**Exercise:** Write out the records again exactly and exclude the pictures.

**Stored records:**
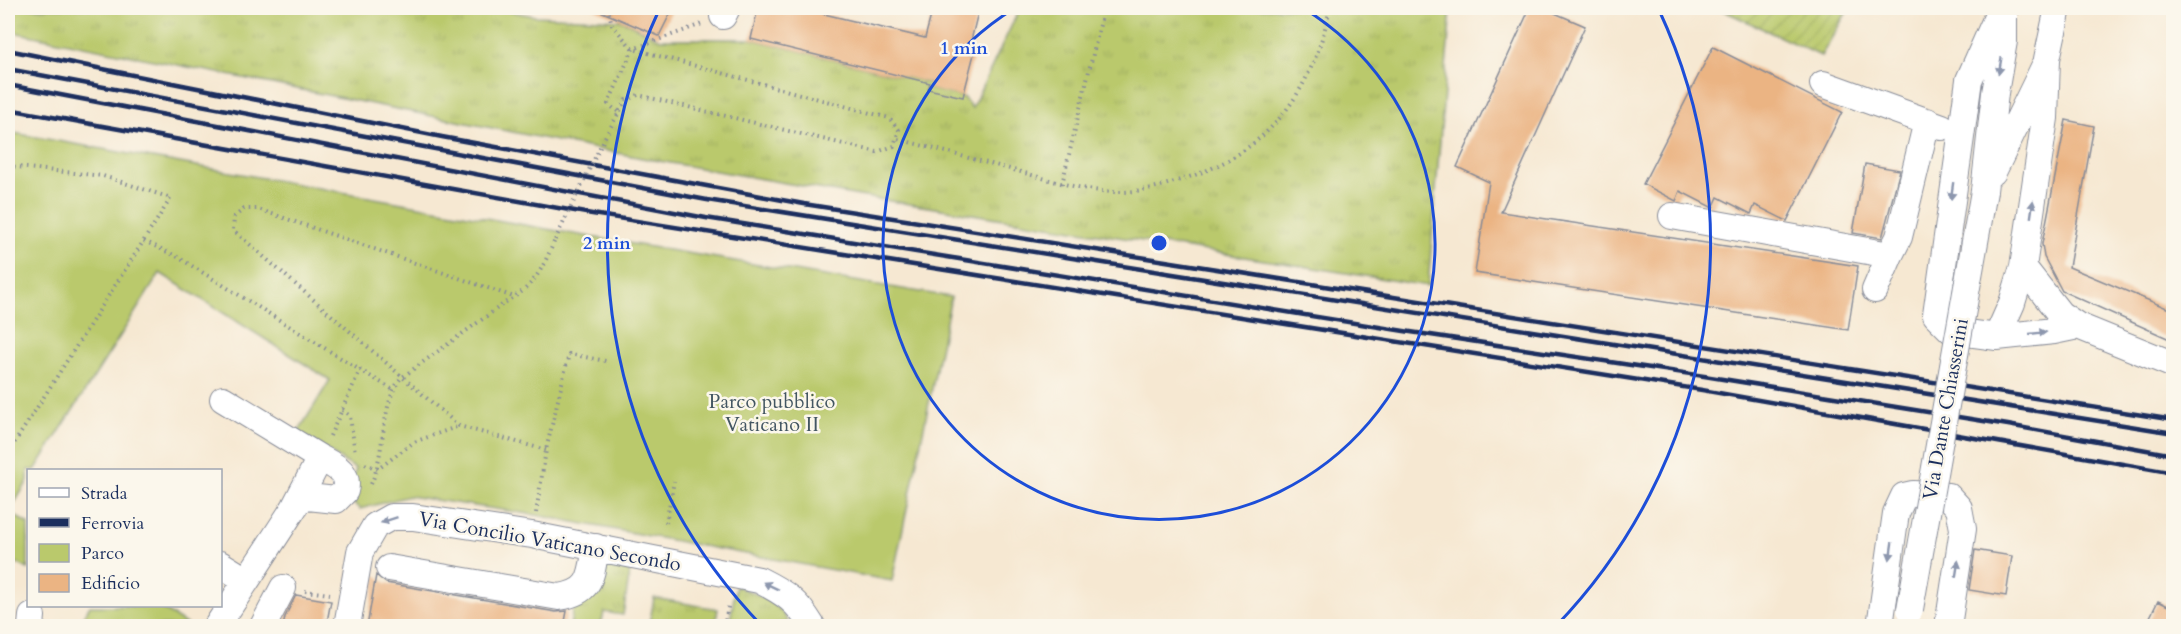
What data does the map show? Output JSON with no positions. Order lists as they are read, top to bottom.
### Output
{
  "streets": {
    "street": ["Via Dante Chiasserini", "Via Concilio Vaticano Secondo"]
  },
  "one_way": ["Via Concilio Vaticano Secondo"],
  "parks": ["Parco pubblico Vaticano II"],
  "legend": [
    "Strada",
    "Ferrovia",
    "Parco",
    "Edificio"
  ],
  "rings": ["1 min", "2 min"]
}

**Output for this exercise:**
What data does the map show? Output JSON with no positions. Order lists as they are read, top to bottom.
### Output
{
  "streets": {
    "street": ["Via Dante Chiasserini", "Via Concilio Vaticano Secondo"]
  },
  "one_way": ["Via Concilio Vaticano Secondo"],
  "parks": ["Parco pubblico Vaticano II"],
  "legend": [
    "Strada",
    "Ferrovia",
    "Parco",
    "Edificio"
  ],
  "rings": ["1 min", "2 min"]
}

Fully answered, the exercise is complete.